Saved data entries
<<<<
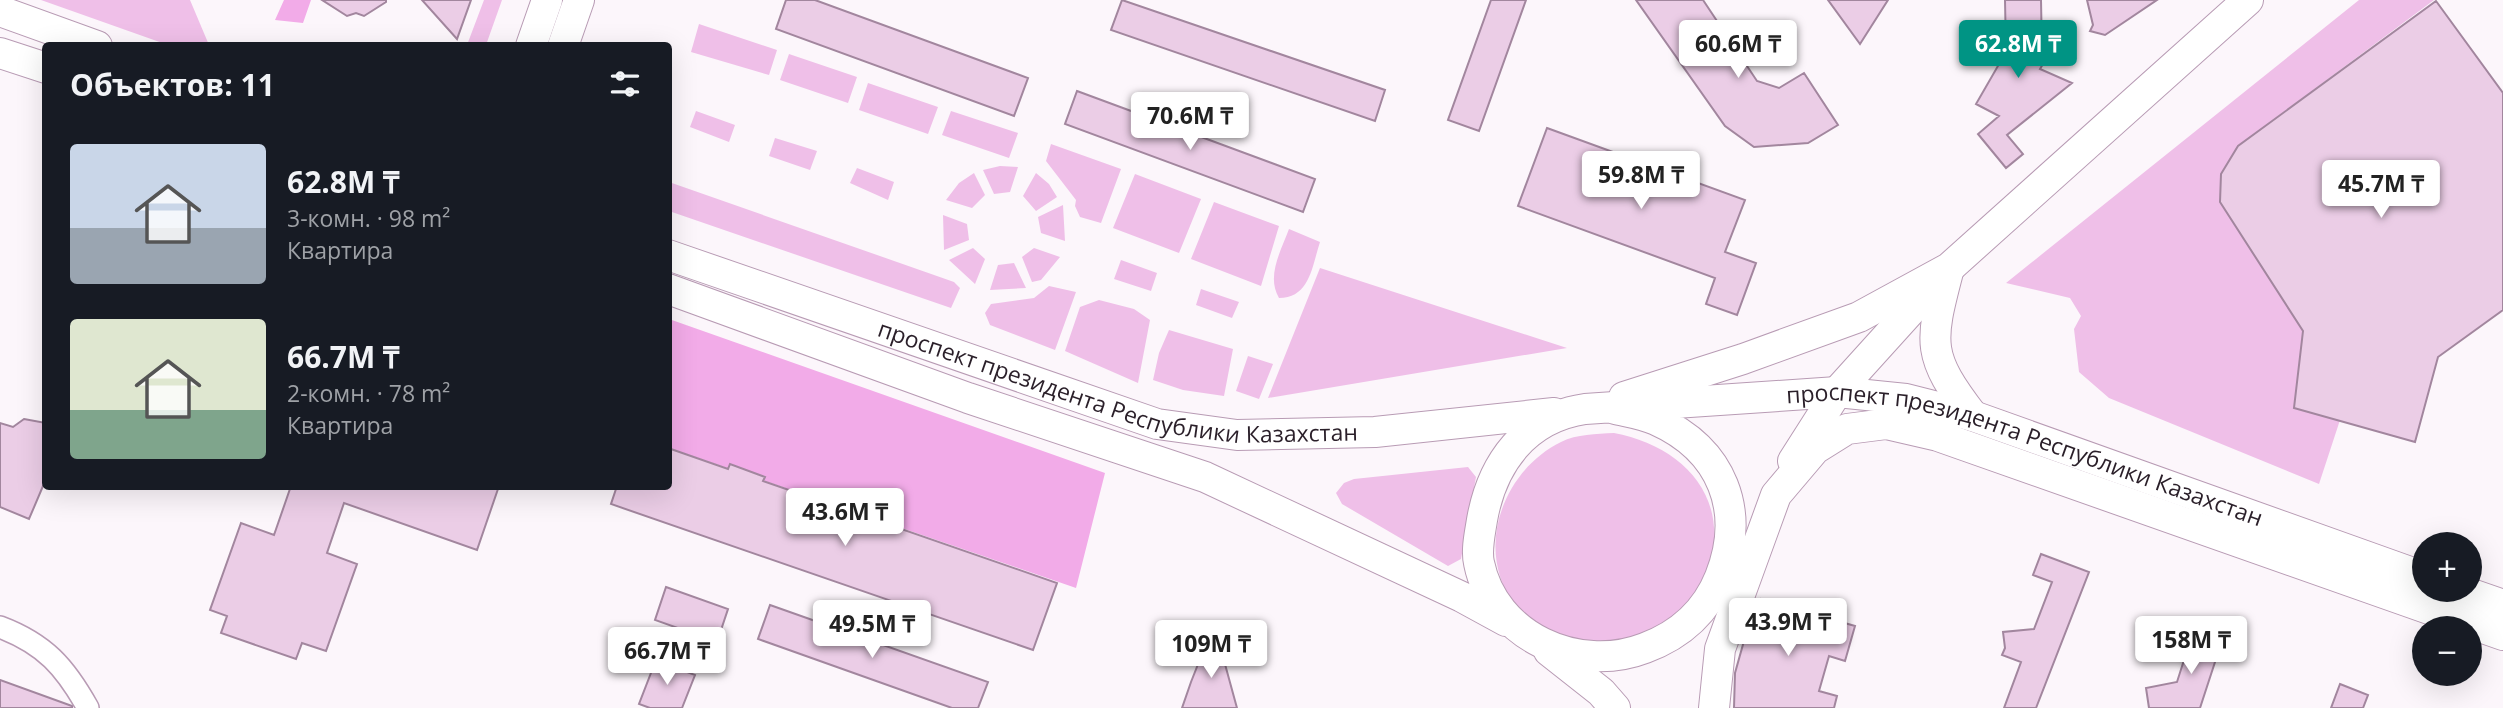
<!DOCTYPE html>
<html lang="ru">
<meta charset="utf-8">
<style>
:root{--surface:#171b24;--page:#20242c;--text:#f1f3f6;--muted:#9ea1a6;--accent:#009484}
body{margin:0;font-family:"Open Sans",sans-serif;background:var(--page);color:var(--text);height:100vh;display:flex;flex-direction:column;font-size:26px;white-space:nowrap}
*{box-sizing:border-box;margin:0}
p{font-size:23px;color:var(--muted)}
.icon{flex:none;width:38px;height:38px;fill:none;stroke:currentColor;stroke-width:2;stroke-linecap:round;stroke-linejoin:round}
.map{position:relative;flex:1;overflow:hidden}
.details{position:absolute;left:42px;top:42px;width:630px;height:448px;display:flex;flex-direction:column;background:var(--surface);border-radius:7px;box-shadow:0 7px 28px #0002}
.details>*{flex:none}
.tools{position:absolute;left:2412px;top:532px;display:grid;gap:14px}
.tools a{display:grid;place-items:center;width:70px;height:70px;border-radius:50%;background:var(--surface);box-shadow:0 7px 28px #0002;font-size:35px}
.price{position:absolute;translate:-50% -60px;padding:0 16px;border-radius:7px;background:#fff;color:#222;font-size:23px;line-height:46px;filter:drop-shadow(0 2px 4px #0008)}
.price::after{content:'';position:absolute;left:50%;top:42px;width:21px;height:16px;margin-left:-10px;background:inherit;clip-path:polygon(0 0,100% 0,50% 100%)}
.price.current{background:var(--accent);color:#fff}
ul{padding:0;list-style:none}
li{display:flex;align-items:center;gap:21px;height:175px;padding:0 28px}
li span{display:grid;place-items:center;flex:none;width:196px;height:140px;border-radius:7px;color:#555}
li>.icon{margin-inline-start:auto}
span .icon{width:84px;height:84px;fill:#fffc;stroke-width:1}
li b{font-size:30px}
h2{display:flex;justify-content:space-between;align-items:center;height:84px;padding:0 28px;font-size:30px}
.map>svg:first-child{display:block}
</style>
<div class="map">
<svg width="2503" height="708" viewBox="0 0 2503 708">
<rect width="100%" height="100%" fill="#fcf6fb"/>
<path fill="#efbfe8" d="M41,0h149l19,45h-41z
M484,0h18l-16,45h-19z
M2359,0h75l-196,146 -17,28 -1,28 83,129 -9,76 46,13 -21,64 -210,-86 -30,-26 -5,-43 7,-13 -11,-18 -64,-15z
M699,24l78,26 -8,25 -78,-23z
M789,54l68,23 -9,26 -68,-23z
M868,83l70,24 -10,27 -69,-24z
M696,111l39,14 -6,17 -39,-15z
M951,111l67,22 -9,25 -67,-23z
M775,138l42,13 -7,19 -41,-14z
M1051,144l70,25 -20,54 -21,-6 -5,-11 1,-6 -30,-39z
M1000,166l18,1 -8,25 -16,2 -11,-24z
M857,168l37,14 -6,18 -38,-17z
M974,173l11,22 -13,13 -26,-8 13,-17z
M1036,173l13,11 8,13 -21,14 -13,-15z
M1135,174l66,25 -22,54 -66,-25z
M669,182l285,100 6,6 -9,20 -282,-97z
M1214,202l65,24 -18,60 -70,-27z
M1063,205l2,36 -24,-8 -3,-16z
M943,215l24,9 2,16 -25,10z
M1289,229l31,13c-8,24 -10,56 -41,56 -13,-22 2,-47 10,-69z
M973,248l12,11 -10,25 -26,-24z
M1034,248l26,9 -19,23 -9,2 -10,-25z
M1121,260l36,13 -6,18 -37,-12z
M1014,263l12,25 -36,2 8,-25z
M1320,268l247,80 -299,50z
M1049,286l27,6 -21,58 -65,-25 -5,-12 6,-9 43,-6z
M1201,289l38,13 -7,16 -36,-13z
M1099,300l35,9 16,11 -12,63 -73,-32 15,-44z
M1169,330l64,19 -9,47 -41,-6 -30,-10 6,-27z
M1248,356l25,8 -14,35 -23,-8z
M1614,433c59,11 109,52 99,118 -1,9 -1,23 -5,32 -7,14 -38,43 -50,57l-90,6c-16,-12 -40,-24 -52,-39 -43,-56 -14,-136 45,-165 16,-8 35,-8 53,-9z
M1468,467l8,10 -15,82 -13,7 -106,-62 -6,-11 8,-10 10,-4z"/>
<path fill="#f2abe8" d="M284,0h27l-8,23 -28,-3z
M669,319l436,154 -29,115 -407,-140z"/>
<path fill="#ebcde6" stroke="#a2869e" stroke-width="2" d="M322,0h64v2l-22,14 -8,-3 -9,3z
M422,0h49l-14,39z
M786,0h29l213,78 -14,38 -238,-87z
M1122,0l263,90 -10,31 -264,-91z
M1491,0h35l-47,131 -31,-11z
M1636,0h67l54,81 22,7 25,-15 34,52 -30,18 -54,4 -29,-21z
M1828,0h60l-28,44z
M2005,0h36l1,54 5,3 -7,12 32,14 -65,52 16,19 -17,14 -28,-34 21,-18 -23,-12 30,-52z
M2087,0h70l-52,35 -15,-4 3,-6z
M2436,1l67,92v217l-65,47 -23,85 -121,-34 9,-77 -83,-129 1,-28 17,-28z
M1077,91l238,88 -12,33 -238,-88z
M1547,128l198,72 -20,52 31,11 -19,52 -31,-11 9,-26 -197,-72z
M24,419l22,4v56l-17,40 -29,-12v-84l13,4z
M668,448l60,21 2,-5 35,13 -2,4 294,102 -24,67 -422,-146 6,-18h51z
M291,486h208l-22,64 -133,-47 -17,50 30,11 -31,87 -24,-8 -6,16 -75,-26 6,-17 -17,-6 31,-87 33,12z
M2041,554l48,18 -53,136h-32l17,-46 -19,-7 3,-7 -2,-16 31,-3 18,-47 -19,-7z
M666,587l62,22 -11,33 -62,-22z
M1761,599l94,27 -10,35 -16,-5 -10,35 18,5 -3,12h-100l1,-35 18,-64z
M770,605l218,77 -10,26h-26l-194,-69z
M1214,624l23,84h-55l9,-26z
M2192,635l24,7 3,-5 9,3 5,8 -3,11 -13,-3 -17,52h-51l-3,-20 31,-6z
M656,660l39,15 -13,33h-32l-11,-4z
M0,680l72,26v2h-72z
M2340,684l28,11 -5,13h-32z"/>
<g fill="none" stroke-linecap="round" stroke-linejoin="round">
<g stroke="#b89bb4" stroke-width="24">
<path id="street" d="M0,627c45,17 65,40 88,81"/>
</g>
<g stroke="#b89bb4" stroke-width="32">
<g id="secondary">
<path d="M0,11l97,35"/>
<path d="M531,46l16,-46"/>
<path d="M563,46l16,-46"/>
<path d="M0,53l46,15"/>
<path id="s1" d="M668,255l489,169 80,11 138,-3 179,-19"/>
<path d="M1948,272c-19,72 -21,84 25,144"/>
<path d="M668,289l300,109 237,79 257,120 44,24"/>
<path d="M1624,397l119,-38 116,-42 90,-49 299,-268"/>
<path id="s2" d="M1615,409c13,3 28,5 41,11 67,30 90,91 64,157 -14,35 -40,58 -75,71 -67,26 -151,-11 -166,-85 -3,-13 1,-30 3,-43 10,-57 43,-102 103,-111l252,-17 69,7 67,17 451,161"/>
<path d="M1793,461l44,-69 95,-105"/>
<path d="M2460,590l43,15"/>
<path d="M1549,651l52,41 14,16"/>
<path d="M1714,708l6,-59 56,-154 39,-46 32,-20 39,-5 52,12 565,199"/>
</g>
</g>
<use href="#street" stroke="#fff" stroke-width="21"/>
<use href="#secondary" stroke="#fff" stroke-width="30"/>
</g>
<g text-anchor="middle" stroke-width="5" stroke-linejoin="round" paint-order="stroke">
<g font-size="23" fill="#2a1f29" stroke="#fff">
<text dy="8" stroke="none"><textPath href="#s1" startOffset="471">проспект президента Республики Казахстан</textPath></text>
<text dy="8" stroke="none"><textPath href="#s2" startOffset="1206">проспект президента Республики Казахстан</textPath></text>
</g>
</g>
</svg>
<div class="tools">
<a>+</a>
<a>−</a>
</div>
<b class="price" style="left:1738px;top:80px">60.6M ₸</b>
<b class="price current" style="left:2018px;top:80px">62.8M ₸</b>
<b class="price" style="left:1190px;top:152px">70.6M ₸</b>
<b class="price" style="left:1641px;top:211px">59.8M ₸</b>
<b class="price" style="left:2381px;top:220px">45.7M ₸</b>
<b class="price" style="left:845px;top:548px">43.6M ₸</b>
<b class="price" style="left:1788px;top:658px">43.9M ₸</b>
<b class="price" style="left:872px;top:660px">49.5M ₸</b>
<b class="price" style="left:2191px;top:676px">158M ₸</b>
<b class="price" style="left:1211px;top:680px">109M ₸</b>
<b class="price" style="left:667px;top:687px">66.7M ₸</b>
<section class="details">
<h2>Объектов: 11<svg class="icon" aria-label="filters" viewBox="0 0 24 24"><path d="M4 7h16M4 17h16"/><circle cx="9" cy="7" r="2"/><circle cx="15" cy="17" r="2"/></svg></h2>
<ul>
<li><span style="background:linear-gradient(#c9d6e8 60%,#9aa5b1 0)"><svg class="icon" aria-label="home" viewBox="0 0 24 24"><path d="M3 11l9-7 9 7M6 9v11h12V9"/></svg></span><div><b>62.8M ₸</b><p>3-комн. · 98 m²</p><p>Квартира</p></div></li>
<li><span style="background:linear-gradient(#dfe7d0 65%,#7fa58c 0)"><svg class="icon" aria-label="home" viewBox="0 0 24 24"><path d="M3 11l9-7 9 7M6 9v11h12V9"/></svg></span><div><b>66.7M ₸</b><p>2-комн. · 78 m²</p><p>Квартира</p></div></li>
</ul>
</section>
</div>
>>>>
• **About this task**
Find the word "position" in the records, and report each line that has it.

• **Output of the task**
.map{position:relative;flex:1;overflow:hidden}
.details{position:absolute;left:42px;top:42px;width:630px;height:448px;display:flex;flex-direction:column;background:var(--surface);border-radius:7px;box-shadow:0 7px 28px #0002}
.tools{position:absolute;left:2412px;top:532px;display:grid;gap:14px}
.price{position:absolute;translate:-50% -60px;padding:0 16px;border-radius:7px;background:#fff;color:#222;font-size:23px;line-height:46px;filter:drop-shadow(0 2px 4px #0008)}
.price::after{content:'';position:absolute;left:50%;top:42px;width:21px;height:16px;margin-left:-10px;background:inherit;clip-path:polygon(0 0,100% 0,50% 100%)}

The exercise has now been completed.